As I mentioned last week in my Dow Jones chart, technical analysis can be an art as much as a science when using certain technical indicators. Three of my go-to indicators are trend lines, moving averages and Willliams %R. None is telling the story of a major sell off coming yet on a scientific view, but the art behind them might be whispering something different.
The S&P 500 moved to the top of its trading channel again on Thursday and hit resistance at the trend line of higher highs. Each time it has done this over the past month it was foreshadowing of a few points lower in the coming days for the index. Lately it’s only been a few points, some sideways days and then another run higher. As with each pattern, this only works for so long. So after the third touch to the upper trend line I started to wonder if this is the last time the large cap index will use this same trend line without having a bigger dip. The science says don’t ditch the rally until the lower trend line has broken. The art says to be wary after such a long run.
The lower side of the trading channel is approaching 1,300 quickly and would allow for a 15 point drop, barely more than 1%. 1% is hardly worth noting, except that this has been the pattern since mid-December and is due for more of a shake-up. The lower trend line of higher lows that started in November could easily be a good area of support 40 points lower. This would allow a 3% step down and allow in more buyers who missed the beginning of the rally, but are scared to get in at the current level. If it happened quickly enough it would move the S&P close to its horizontal line of support around 1,267.

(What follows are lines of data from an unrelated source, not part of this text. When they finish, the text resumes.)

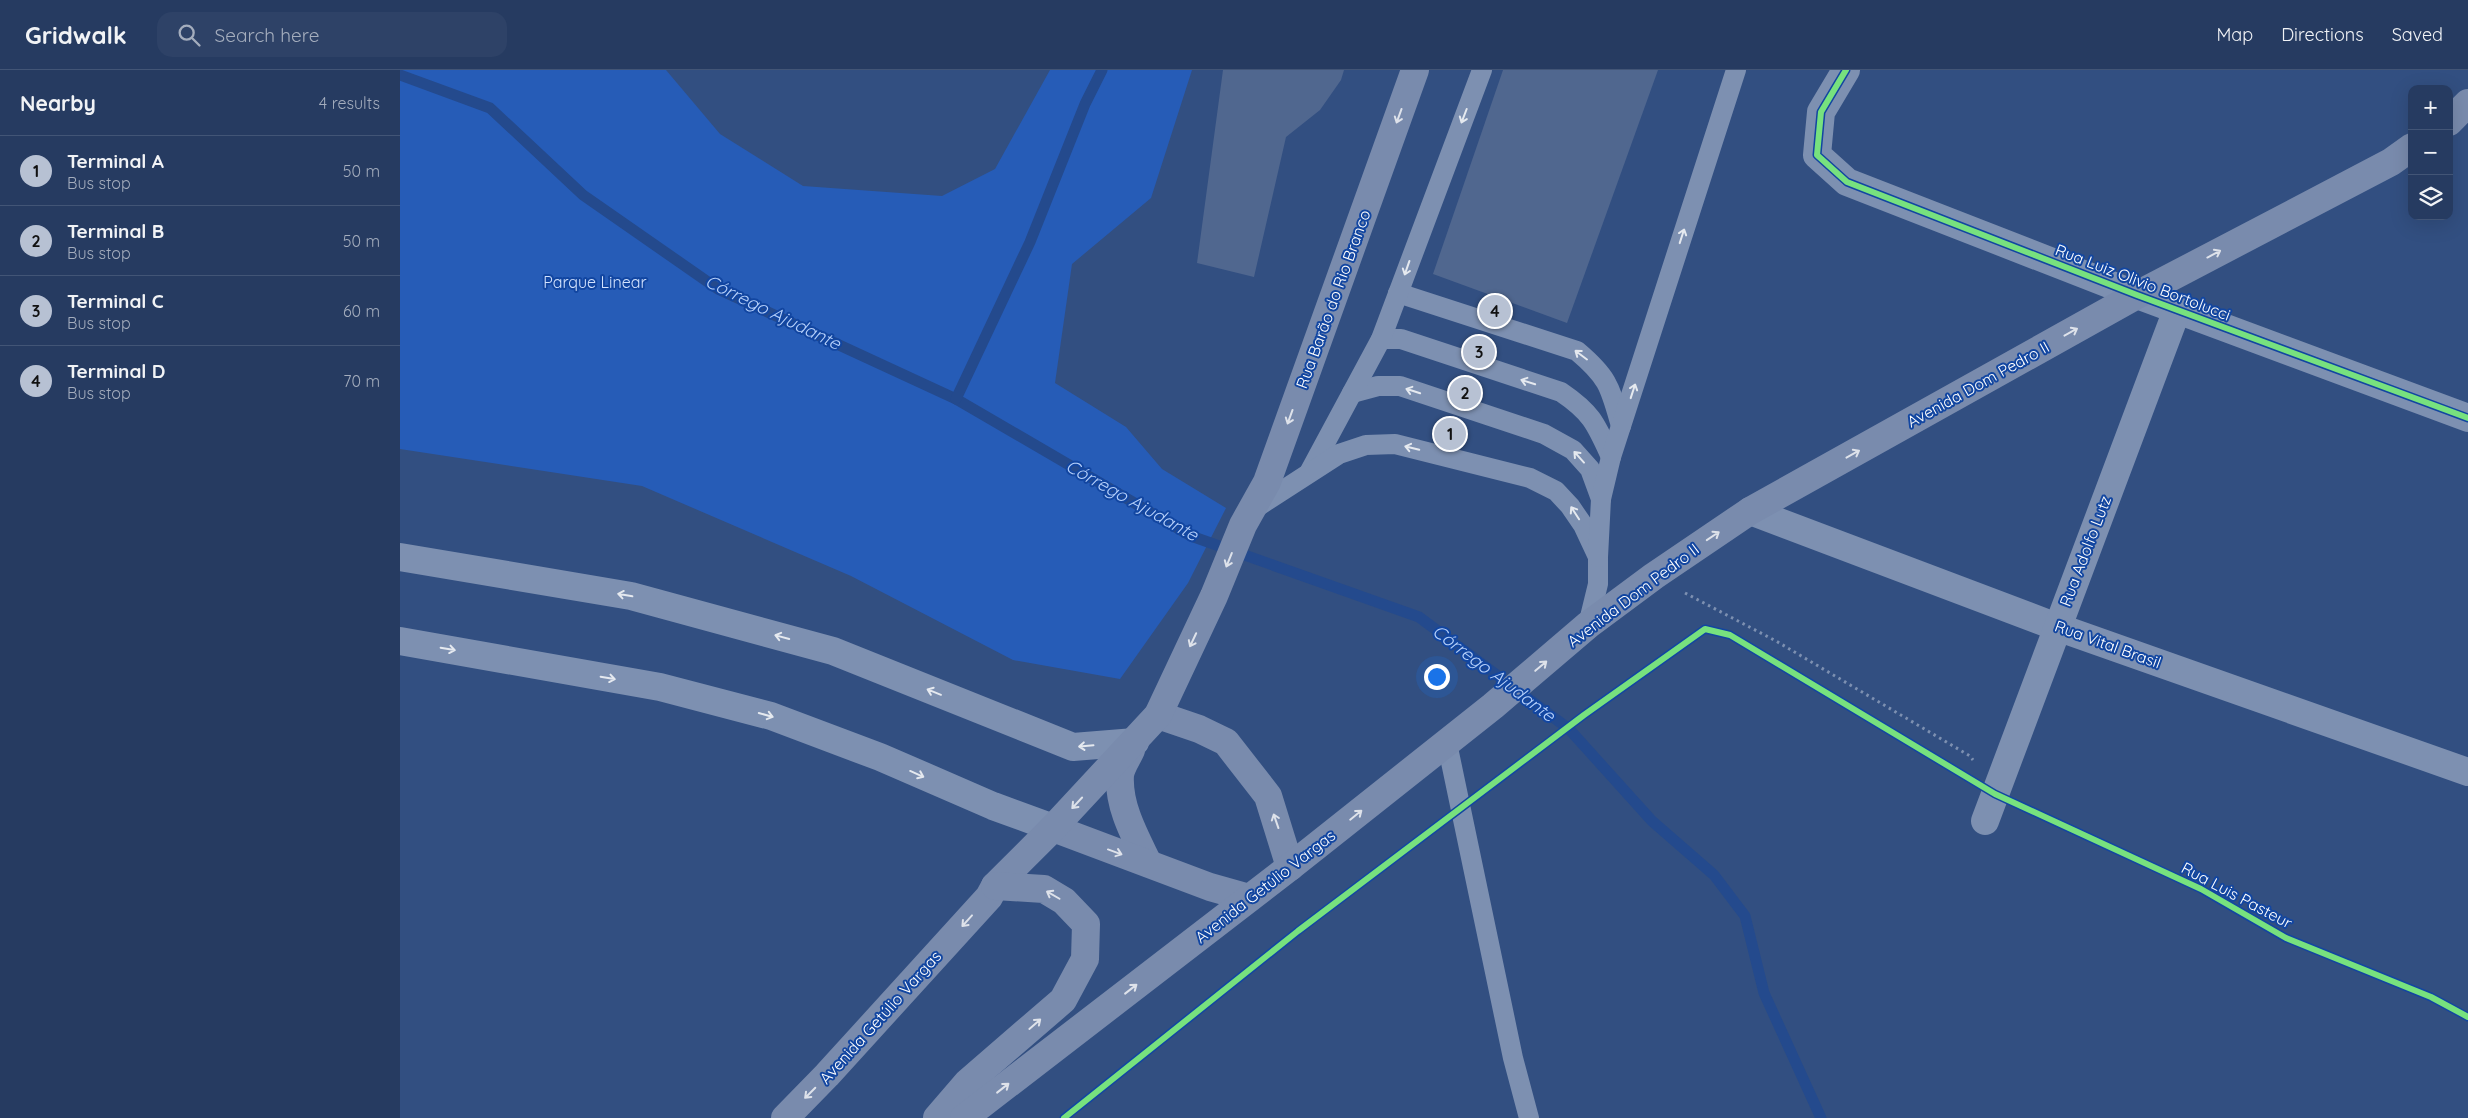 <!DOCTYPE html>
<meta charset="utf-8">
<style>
body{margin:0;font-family:Quicksand,sans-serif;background:#2e4267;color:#f1f3f6}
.controls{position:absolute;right:15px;top:15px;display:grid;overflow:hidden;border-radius:10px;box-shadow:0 5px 20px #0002}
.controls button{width:45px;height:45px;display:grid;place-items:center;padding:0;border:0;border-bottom:1px solid #425576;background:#263b61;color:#f1f3f6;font:25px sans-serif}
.you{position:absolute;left:1036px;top:606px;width:18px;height:18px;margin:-12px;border:4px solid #fff;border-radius:50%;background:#1a73e8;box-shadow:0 0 0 8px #1a73e833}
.badge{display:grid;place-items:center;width:32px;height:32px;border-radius:50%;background:#b7c1d3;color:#111;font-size:16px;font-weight:700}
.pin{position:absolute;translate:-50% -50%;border:2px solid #fff;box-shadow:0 1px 5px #0006}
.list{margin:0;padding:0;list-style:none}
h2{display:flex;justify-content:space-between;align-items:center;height:65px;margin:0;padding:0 20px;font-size:21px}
h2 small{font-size:16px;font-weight:400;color:#a4adbd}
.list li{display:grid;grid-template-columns:32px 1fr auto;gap:15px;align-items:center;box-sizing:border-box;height:70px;padding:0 20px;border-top:1px solid #425576}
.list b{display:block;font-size:19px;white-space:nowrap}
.list p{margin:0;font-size:16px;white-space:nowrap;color:#a4adbd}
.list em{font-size:16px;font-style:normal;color:#a4adbd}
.icon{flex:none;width:28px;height:28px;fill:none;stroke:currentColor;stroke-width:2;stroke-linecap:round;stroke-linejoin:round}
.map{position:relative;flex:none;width:2068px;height:1048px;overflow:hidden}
header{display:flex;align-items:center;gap:30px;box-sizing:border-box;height:70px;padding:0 25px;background:#263b61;border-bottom:1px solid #425576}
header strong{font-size:24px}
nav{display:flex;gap:28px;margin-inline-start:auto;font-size:18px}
.search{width:350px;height:45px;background:#2e4267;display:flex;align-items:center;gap:12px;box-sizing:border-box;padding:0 18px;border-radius:15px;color:#a4adbd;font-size:19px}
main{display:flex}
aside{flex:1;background:#263b61}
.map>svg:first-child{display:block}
.green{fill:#265cb7}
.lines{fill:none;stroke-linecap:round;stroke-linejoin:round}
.stream{stroke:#244a8d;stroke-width:11}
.building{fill:#50678f}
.path{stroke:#7d90b1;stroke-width:3;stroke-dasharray:2.5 4;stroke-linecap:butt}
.service{stroke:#7d90b1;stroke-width:20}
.minor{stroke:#7d90b1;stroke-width:28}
.tertiary{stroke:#7d90b1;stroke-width:28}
.secondary{stroke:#798bad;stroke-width:28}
.cycleway-casing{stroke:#1246a1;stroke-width:9}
.cycleway{stroke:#77e17e;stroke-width:6}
.oneway{stroke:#dee2ea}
.oneway2{stroke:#e5e9ef}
.labels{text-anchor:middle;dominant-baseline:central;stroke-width:4;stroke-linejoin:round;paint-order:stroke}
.park-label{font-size:16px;fill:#d3e3fe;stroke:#1246a1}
.street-label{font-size:16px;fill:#fff;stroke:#1246a1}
.water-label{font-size:18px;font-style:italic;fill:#b7d1fb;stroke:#1246a1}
</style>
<header>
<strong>Gridwalk</strong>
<div class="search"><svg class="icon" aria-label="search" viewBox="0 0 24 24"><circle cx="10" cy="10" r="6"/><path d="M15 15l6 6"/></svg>Search here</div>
<nav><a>Map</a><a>Directions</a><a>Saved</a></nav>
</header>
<main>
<aside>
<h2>Nearby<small>4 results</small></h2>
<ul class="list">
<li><span class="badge">1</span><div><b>Terminal A</b><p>Bus stop</p></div><em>50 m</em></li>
<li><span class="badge">2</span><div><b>Terminal B</b><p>Bus stop</p></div><em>50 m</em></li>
<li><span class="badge">3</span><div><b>Terminal C</b><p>Bus stop</p></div><em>60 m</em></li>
<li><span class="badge">4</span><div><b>Terminal D</b><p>Bus stop</p></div><em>70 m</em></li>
</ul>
</aside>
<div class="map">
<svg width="2068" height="1048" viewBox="0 0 2068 1048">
<rect width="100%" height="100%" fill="#324f81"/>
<polygon class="green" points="0,0 266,0 320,64 403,116 542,126 595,99 650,0 792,0 751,128 672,194 655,313 726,357 762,399 826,438 788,513 720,609 613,590 451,506 242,416 0,379"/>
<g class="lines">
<g class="stream">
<polyline points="0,5 90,38 183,125 318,219 556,329 791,466 1019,547 1169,659 1252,751 1314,805 1345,846 1364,923 1421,1048"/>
<polyline points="556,329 630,172 685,34 702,0"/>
</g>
</g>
<g class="building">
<polygon points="823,0 944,0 941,10 920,40 886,67 854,207 797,193"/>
<polygon points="1103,0 1258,0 1167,253 1033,204"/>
</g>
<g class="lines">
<polyline class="path" points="1285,523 1376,571 1570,686 1573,690"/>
<g class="service">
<path d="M998,223L1177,281C1209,308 1210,317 1221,356"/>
<path d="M981,269H1001L1161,322C1192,343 1196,354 1211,387"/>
<polyline points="952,323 978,316 1000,316 1144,364 1173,380 1190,399 1201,429"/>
<polyline points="910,401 981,269 1082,0"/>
<polyline points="854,439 939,384 966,375 995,374 1130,408 1156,421 1170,436 1183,455 1198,487 1198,514 1188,555"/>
<polyline points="1198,487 1201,429 1211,387 1336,0"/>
<polyline points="1047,673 1113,988 1129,1048"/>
</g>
<g class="minor">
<polyline points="1446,0 1421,42 1417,85 1447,112 1737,225 2068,348"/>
<polyline points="1350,441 1657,557 2068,702"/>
<polyline points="1585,751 1777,240"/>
</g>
<g class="tertiary">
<polyline points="0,487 231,526 433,581 673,677 735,672"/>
<polyline points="0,571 260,617 371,646 480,687 593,736 653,758"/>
</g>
<g class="secondary">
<polyline points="2049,52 2068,33"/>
<polyline points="758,645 799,659 826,672 868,726 890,797"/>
<path d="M731,680C728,687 721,697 720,705C718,736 735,766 748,793"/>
<polyline points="653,758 810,817 849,828"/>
<polyline points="385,1048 427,1005 589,827 595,816 653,758 758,645 814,526 843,455 867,412 1015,0"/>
<polyline points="537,1048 568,1012 663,930 685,889 686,854 664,831 644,819 595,816"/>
<polyline points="564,1048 890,797 1093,636 1188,555 1254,506 1350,441 1737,225 1991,92 2012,77"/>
</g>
<g class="cycleway-casing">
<g id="cycleway">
<polyline points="1446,0 1421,42 1417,85 1447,112 1737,225 2068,348"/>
<polyline points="664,1048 898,861 1184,645 1305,559 1330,565 1595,724 1801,819 1886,868 2031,927 2068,947"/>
</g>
</g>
<use href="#cycleway" class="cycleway"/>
</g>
<defs><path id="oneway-shaft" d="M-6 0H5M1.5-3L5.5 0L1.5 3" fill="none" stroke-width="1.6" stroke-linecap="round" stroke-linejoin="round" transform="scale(1.25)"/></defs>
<g class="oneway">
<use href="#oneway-shaft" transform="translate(999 46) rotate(110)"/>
<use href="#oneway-shaft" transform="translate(1814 184) rotate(-28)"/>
<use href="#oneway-shaft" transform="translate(1671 262) rotate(-29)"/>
<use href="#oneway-shaft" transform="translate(890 347) rotate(110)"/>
<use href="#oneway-shaft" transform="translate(1453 384) rotate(-29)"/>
<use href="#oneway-shaft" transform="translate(1313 466) rotate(-34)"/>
<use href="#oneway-shaft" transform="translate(829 490) rotate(112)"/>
<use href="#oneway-shaft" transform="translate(793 570) rotate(115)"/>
<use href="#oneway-shaft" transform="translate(1141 596) rotate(-40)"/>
<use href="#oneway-shaft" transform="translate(677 733) rotate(133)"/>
<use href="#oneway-shaft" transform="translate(956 745) rotate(-39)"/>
<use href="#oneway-shaft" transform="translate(876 751) rotate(-109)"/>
<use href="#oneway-shaft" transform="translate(715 782) rotate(20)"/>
<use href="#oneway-shaft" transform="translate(653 825) rotate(-150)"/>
<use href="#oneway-shaft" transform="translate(567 851) rotate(132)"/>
<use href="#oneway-shaft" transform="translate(731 919) rotate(-38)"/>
<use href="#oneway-shaft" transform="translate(635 954) rotate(-41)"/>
<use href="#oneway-shaft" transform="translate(603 1018) rotate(-38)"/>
<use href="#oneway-shaft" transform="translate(410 1023) rotate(135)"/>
</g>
<g class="oneway2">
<use href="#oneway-shaft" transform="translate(1064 46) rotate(111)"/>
<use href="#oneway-shaft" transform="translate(1282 166) rotate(-72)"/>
<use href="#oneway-shaft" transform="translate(1007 198) rotate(109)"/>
<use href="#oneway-shaft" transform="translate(1181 285) rotate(-143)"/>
<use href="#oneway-shaft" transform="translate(1128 312) rotate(-162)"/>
<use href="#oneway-shaft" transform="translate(1013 321) rotate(-162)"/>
<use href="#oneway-shaft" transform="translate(1233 321) rotate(-72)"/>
<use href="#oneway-shaft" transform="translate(1012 378) rotate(-166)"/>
<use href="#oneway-shaft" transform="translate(1179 387) rotate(-132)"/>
<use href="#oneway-shaft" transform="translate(1175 443) rotate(-123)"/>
<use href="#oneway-shaft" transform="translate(225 525) rotate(-170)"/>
<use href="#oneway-shaft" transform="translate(382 567) rotate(-165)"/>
<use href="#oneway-shaft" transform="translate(48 579) rotate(10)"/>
<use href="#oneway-shaft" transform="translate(208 608) rotate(10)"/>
<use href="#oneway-shaft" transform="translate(534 622) rotate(-158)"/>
<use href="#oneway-shaft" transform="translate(366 645) rotate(16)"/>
<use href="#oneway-shaft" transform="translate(686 676) rotate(175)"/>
<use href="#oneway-shaft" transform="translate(517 704) rotate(24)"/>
</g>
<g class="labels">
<g class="park-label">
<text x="195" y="212">Parque Linear</text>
</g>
<g class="street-label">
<text transform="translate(1743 212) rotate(21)">Rua Luiz Olivio Bortolucci</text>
<text transform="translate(933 229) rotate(-70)">Rua Barão do Rio Branco</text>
<text transform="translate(1578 314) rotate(-29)">Avenida Dom Pedro II</text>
<text transform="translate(1685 481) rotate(-69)">Rua Adolfo Lutz</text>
<text transform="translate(1233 525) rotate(-37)">Avenida Dom Pedro II</text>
<text transform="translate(1708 574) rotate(20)">Rua Vital Brasil</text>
<text transform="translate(865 816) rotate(-38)">Avenida Getúlio Vargas</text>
<text transform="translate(1837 825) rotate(28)">Rua Luis Pasteur</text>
<text transform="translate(480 947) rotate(-48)">Avenida Getúlio Vargas</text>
</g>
<g class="water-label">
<text transform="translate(373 242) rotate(26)">Córrego Ajudante</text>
<text transform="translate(732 430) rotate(29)">Córrego Ajudante</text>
<text transform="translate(1094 603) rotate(37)">Córrego Ajudante</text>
</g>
</g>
</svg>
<div class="controls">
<button>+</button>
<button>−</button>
<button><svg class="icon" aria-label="layers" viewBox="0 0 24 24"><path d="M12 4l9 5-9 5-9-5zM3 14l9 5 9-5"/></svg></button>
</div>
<div class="you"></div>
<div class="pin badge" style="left:1050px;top:364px">1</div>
<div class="pin badge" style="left:1065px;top:323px">2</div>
<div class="pin badge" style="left:1079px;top:282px">3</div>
<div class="pin badge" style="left:1095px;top:241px">4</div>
</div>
</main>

The science behind the moving averages says ride the rally. We haven’t seen any bearish crossovers and the SPX is above each time frame I watch. The art says the SPX has moved so far above its moving averages that if we wait until they have a bearish crossover we will have missed the first 3-4% of the sell off. Since I’m bullish for the year, I’m not sure how big of a sell off we’re going to get and missing 3-4% could be half, if not most of a sell-off in 2012. The moving averages certainly don’t call for shorting quite yet, but they do indicate it might be time to take more off the table to see how the next week or so plays out.
Williams %R hit the ceiling of its indicator for overbought on its 14, 28 and 56 day periods. I always preach the science says don’t sell until the indicator has fallen below the overbought range for more than two days. The art says going neutral at these extreme levels can be a safer way to work the indicator. Williams %R can stay in the overbought range of long periods of time, but rarely stays this close to the “-0” area for long. Williams %R isn’t showing a sell signal, but it is saying the gains from here should be limited.
Volume is still stuck in the lower side of its average. Friday’s pop was probably only due to January options expiring. I’m taking it with a grain of salt, especially with the flat day we ended up with. Indicators aren’t saying its time to run for the hills yet, but with so little upside available with all of the indicators, there’s not a lot of reason to be heavily invested right now. The downside appears to be the path of least resistance over the next couple of weeks. That doesn’t mean it can’t melt up, but any spike seems like it should be sold as a last ditch effort by the bulls.